A year later, in 1910, Clara Zetkin, Luise Zietz, and other comrades were at the Second International Conference of Working Women in Copenhagen, proposing an International Working Women’s Day. The conference approved it, although with no fixed date, under the slogan “The vote for women will unite our strength in the struggle for socialism”. The vision came to life, and on 19 March 1911, the day was officially marked in Europe for the first time – Germany, Austria, Switzerland, and Denmark saw over one million demonstrators take to the streets demanding the right to vote and for the end of gender discrimination in the workplace.
The year 1917 is particularly important for Women*’s Day history: in Petrograd, Russia, tens of thousands of women working in textile factories led a strike starting on 8 March (23 February in the Julian calendar) and lasting several days. They demanded “bread for our children and the return of our husbands from the trenches” – or bread and peace for short, as it became known. It was the beginning of the February Revolution.
In 1975, the United Nations celebrated International Women’s Day for the first time, formally recognising 8 March as an annual date through a resolution later on, in 1977. As the UN itself says on its website, “It is a day when women are recognised for their achievements” – dropping the “Working” from its name, and successfully co-opting the date to be globally welcomed by the feminist bourgeoisie with flowers and celebrations of femininity.
However, not all is lost when it comes to grassroots transnational processes: since 2017, feminist groups, first in Argentina, then expanding elsewhere (with highlights to other Latin American countries, Poland and the Spanish State), organised around the idea of an International Women’s Strike (IWS), with clear anti-capitalist demands and achieving impressive global coordination, under the slogan “if women stop, the world stops”. Besides recentering the strike as a tool, it also reappropriated it and went beyond the classic sense of strike, to connect productive and reproductive labour. Because a large number of women work in precarious conditions, unable to exercise the right to strike, and because a lot of the work carried by women doesn’t stop at the labour market, but extends to the home, the feminist strike proposed four axes: labour strike, student strike, consumer strike, and care strike.

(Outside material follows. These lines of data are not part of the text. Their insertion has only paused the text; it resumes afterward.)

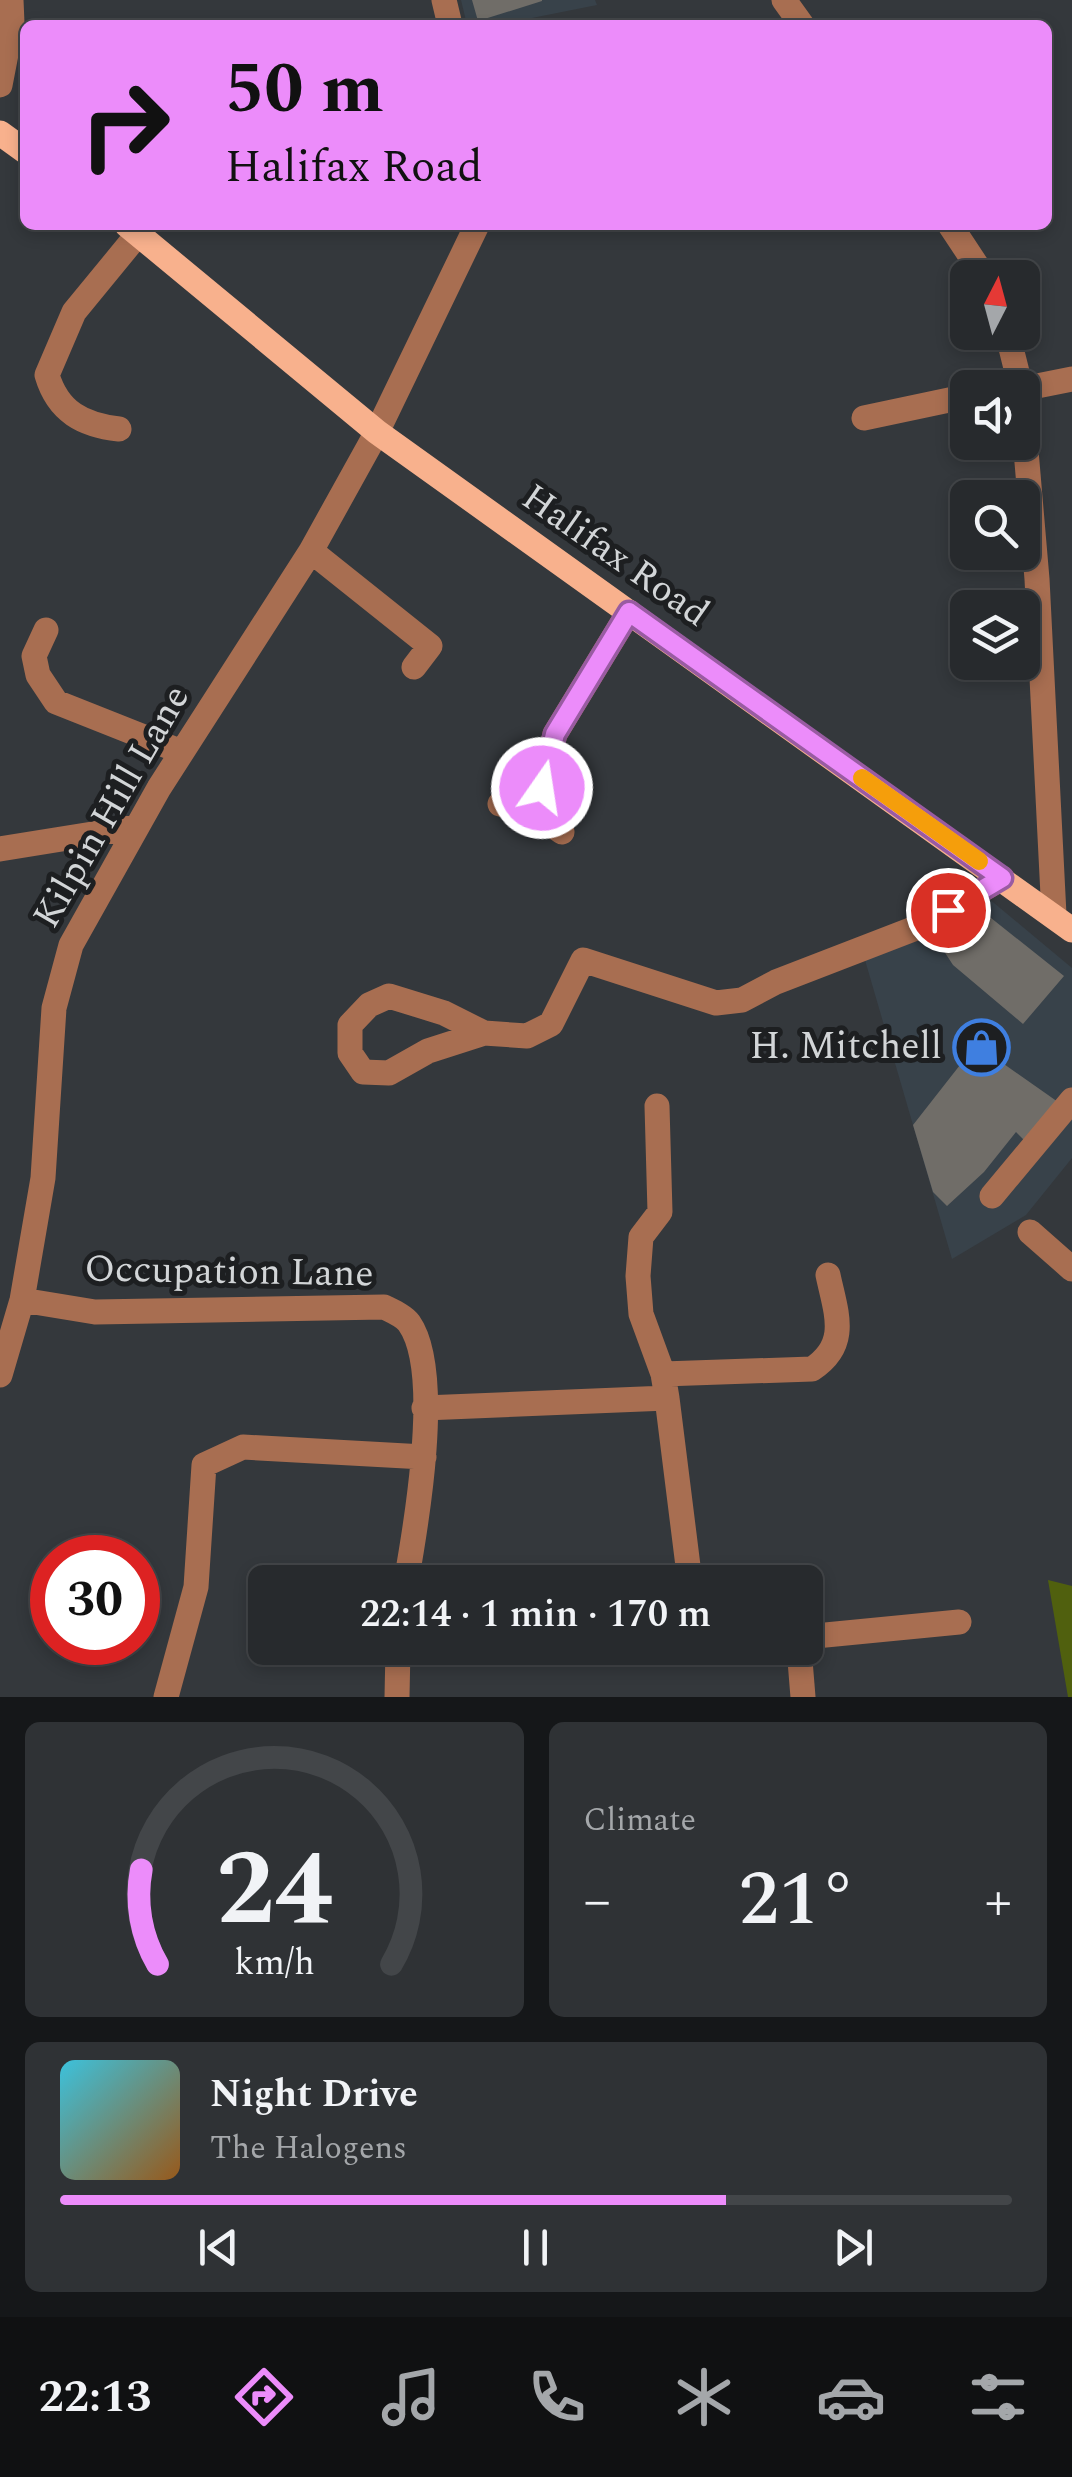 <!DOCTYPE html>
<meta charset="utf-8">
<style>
:root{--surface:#272a2d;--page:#2f3235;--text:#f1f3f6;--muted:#a4a7aa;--line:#434649;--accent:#ec8cfa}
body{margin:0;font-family:Spectral,serif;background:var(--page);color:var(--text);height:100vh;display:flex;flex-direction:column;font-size:38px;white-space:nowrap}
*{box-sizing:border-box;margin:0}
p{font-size:32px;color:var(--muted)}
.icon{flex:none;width:55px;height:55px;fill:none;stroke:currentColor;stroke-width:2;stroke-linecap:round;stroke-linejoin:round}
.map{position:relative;height:1697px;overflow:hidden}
.side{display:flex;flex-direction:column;gap:25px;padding:25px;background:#151719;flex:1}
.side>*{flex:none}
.banner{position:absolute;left:20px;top:20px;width:1032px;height:210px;border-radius:15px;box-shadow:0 5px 15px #0003,0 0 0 2px var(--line);background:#ec8cfa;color:#111;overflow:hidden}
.needle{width:65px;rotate:6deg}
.buttons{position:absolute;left:950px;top:260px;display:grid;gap:20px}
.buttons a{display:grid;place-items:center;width:90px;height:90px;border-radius:15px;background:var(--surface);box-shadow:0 5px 15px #0003,0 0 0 2px var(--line);font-size:50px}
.speed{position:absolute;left:30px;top:1535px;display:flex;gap:20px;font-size:50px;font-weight:700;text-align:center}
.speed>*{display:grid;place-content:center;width:130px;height:130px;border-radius:50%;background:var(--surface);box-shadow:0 5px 15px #0003,0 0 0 2px var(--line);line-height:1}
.speed .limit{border:15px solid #d22;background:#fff;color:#111}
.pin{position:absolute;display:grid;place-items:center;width:85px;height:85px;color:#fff;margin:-42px;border:5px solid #fff;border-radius:50%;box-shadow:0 2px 10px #0007}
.me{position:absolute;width:110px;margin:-55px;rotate:13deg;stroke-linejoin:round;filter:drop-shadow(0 0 8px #0008)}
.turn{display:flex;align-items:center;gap:35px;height:210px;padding:0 40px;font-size:45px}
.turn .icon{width:130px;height:130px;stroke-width:2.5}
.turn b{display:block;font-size:70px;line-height:85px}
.big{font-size:75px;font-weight:600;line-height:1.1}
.side .card{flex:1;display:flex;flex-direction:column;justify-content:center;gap:15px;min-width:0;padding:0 35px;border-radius:15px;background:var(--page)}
.side .dial{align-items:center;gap:0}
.dial svg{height:260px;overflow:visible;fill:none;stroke:var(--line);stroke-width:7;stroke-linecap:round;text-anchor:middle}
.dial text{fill:var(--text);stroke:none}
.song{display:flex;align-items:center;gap:30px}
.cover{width:120px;height:120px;border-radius:15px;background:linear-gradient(135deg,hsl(190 70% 55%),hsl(30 70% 35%))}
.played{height:10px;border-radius:5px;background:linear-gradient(90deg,var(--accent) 70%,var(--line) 70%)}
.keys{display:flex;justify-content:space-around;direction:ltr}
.heat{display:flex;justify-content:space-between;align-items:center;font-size:55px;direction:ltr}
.side .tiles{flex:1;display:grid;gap:25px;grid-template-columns:1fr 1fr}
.card:last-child{grid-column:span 2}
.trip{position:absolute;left:248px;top:1565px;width:575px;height:100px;border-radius:15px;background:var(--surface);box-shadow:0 5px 15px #0003,0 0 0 2px var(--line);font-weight:600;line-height:100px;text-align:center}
.dock{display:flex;height:160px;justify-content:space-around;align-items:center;background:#101112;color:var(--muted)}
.dock .icon{width:70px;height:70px}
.dock .selected{color:var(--accent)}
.dock b{font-size:45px;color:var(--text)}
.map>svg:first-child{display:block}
.built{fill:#38424a}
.green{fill:#50600e}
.building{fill:#706d68}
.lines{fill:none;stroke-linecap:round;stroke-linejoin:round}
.minor{stroke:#a86e51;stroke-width:25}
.major{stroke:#f8b18d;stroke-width:25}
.route-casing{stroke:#995ba2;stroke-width:25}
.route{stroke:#ec8cfa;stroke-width:18}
.slow{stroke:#f59e0b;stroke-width:18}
.labels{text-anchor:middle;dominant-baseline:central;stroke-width:10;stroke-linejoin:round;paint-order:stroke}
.street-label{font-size:38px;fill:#d2d5d7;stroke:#1d1f21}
.poi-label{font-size:38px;fill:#d2d5d7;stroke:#1d1f21;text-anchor:end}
</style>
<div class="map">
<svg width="1072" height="1697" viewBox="0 0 1072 1697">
<rect width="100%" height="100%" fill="#34383c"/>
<path class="built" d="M461,0h134l2,5 -100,20h-30z
M988,898l84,70v190l-46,57 -74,44 -87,-299z"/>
<path class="green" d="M1048,1580l24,6v111h-4z"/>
<path class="building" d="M472,0h70v1l-64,20z
M981,910l83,66 -41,48 -70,-59 -17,-26z
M983,1020l25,21 -14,16 64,45 -30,42 -12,-12 -32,40 -37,34 -14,-14 -20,-67 65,-83 -9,-6z"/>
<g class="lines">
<path class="minor" d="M444,0l6,25
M784,0l18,25
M0,85l12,-62 -1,-23
M950,225l35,53
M1007,332l14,56
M1022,389l50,-10
M1022,404l15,175 17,336
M864,418l104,-22
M119,429c-36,-4 -61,-17 -72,-54l27,-63 64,-78
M311,551l119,95 -16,21
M46,630l-12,26 4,19 18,27 126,50
M500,804l36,10 26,18
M536,814l19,-80 74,-122
M0,849l136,-22
M484,1033l-56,18 -39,22 -26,-1 -13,-19v-28l19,-20 20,-9 55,17 40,20 43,3 24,-12 32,-64 133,43 26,-3 34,-18 145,-56 81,-48
M657,1106l3,106 -19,25 -3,39 3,38 22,60 4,24
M992,1196l80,-96
M1030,1232l42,37
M22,1300l73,12 289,-5c8,4 20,9 25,16 34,48 7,203 -3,259
M663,1374l149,-5c38,-25 24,-56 16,-94
M0,1375l22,-75 21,-122 11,-170 17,-63 88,-157 152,-237 66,-119 100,-207
M424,1408l243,-10 23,184
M805,1637l154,-15
M799,1648l4,49
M166,1697l30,-110 8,-122 39,-18 181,10
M397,1697l1,-49"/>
<path class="major" d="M0,133l25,18
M127,225l250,207 695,498"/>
</g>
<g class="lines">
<defs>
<path id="route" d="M542,788l13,-54 74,-122 373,266 -54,32"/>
</defs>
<use href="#route" class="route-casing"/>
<use href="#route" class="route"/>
<path class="slow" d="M862,778l117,83"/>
</g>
<defs>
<symbol id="shop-ring" viewBox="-11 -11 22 22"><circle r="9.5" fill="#1d1f21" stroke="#3f7fe0" stroke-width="1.5"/><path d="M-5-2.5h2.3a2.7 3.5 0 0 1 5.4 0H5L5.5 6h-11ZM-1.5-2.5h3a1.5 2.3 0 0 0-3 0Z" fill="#3f7fe0"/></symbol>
</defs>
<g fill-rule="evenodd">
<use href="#shop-ring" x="950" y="1016" width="63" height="63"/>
</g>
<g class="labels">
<g class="street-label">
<text transform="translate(615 556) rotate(35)">Halifax Road</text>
<text transform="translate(112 807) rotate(-60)">Kilpin Hill Lane</text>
<text transform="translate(229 1272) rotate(1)">Occupation Lane</text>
</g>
<g class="poi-label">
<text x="942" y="1047">H. Mitchell</text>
</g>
</g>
</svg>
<div class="buttons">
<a><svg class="needle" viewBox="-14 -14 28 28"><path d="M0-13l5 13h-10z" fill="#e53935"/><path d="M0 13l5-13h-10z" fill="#a4a7aa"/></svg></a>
<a><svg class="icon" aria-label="sound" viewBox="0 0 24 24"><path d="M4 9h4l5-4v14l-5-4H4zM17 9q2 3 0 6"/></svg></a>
<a><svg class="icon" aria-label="search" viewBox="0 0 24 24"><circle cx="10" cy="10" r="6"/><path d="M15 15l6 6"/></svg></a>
<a><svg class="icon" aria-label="layers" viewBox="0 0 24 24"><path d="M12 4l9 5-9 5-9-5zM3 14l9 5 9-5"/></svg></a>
</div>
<div class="speed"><div class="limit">30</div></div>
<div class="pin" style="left:948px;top:910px;background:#d93025"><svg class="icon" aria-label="arrive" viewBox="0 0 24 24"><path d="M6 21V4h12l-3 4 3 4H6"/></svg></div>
<svg class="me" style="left:542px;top:788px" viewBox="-20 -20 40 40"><circle r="17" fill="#ec8cfa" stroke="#fff" stroke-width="3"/><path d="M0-11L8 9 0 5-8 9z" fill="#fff"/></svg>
<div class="trip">22:14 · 1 min · 170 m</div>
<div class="banner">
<div class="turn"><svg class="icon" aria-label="right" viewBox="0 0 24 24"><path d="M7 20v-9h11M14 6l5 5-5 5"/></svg><div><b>50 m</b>Halifax Road</div></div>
</div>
</div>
<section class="side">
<div class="tiles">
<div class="card dial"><svg viewBox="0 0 100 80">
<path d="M14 69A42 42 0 1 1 86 69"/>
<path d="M14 69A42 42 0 0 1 9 40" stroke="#ec8cfa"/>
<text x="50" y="56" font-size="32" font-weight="700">24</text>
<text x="50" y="72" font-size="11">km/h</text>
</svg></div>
<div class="card"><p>Climate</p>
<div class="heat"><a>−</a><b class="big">21°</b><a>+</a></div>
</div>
<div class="card">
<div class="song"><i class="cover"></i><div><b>Night Drive</b><p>The Halogens</p></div></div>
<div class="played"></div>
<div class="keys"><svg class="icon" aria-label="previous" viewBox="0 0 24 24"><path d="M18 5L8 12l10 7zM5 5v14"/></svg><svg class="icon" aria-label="pause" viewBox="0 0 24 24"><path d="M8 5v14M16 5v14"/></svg><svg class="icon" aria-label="next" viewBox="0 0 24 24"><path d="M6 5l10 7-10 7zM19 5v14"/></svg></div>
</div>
</div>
</section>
<nav class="dock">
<b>22:13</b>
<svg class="icon selected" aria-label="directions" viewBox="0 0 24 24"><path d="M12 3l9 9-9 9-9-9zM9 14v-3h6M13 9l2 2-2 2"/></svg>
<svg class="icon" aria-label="music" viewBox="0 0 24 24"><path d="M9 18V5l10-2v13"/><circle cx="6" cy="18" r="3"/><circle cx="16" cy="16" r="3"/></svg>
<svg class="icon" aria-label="phone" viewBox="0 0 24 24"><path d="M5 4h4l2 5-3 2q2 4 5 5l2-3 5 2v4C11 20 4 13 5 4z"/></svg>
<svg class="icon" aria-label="climate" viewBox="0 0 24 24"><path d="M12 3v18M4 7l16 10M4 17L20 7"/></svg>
<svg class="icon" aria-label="car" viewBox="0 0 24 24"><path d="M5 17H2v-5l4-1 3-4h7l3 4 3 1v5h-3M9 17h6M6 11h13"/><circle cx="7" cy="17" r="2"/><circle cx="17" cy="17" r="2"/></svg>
<svg class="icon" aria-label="filters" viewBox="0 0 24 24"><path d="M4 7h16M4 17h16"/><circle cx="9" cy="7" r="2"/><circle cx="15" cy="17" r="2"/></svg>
</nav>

Even if, in recent years, the concept of a feminist strike has lost some of its steam, reproductive labour and care work have been on the feminist agenda, highlighting the need for a feminism for the 99%. This year and all years, 8 March shouldn’t be about gifting roses to the women* in your life — even if they’re for Clara Zetkin — but rather about fighting for the end of exploitation of everyone involved in the supply chain for those roses to reach you, as well as those cleaning the petals off the dining table the next day.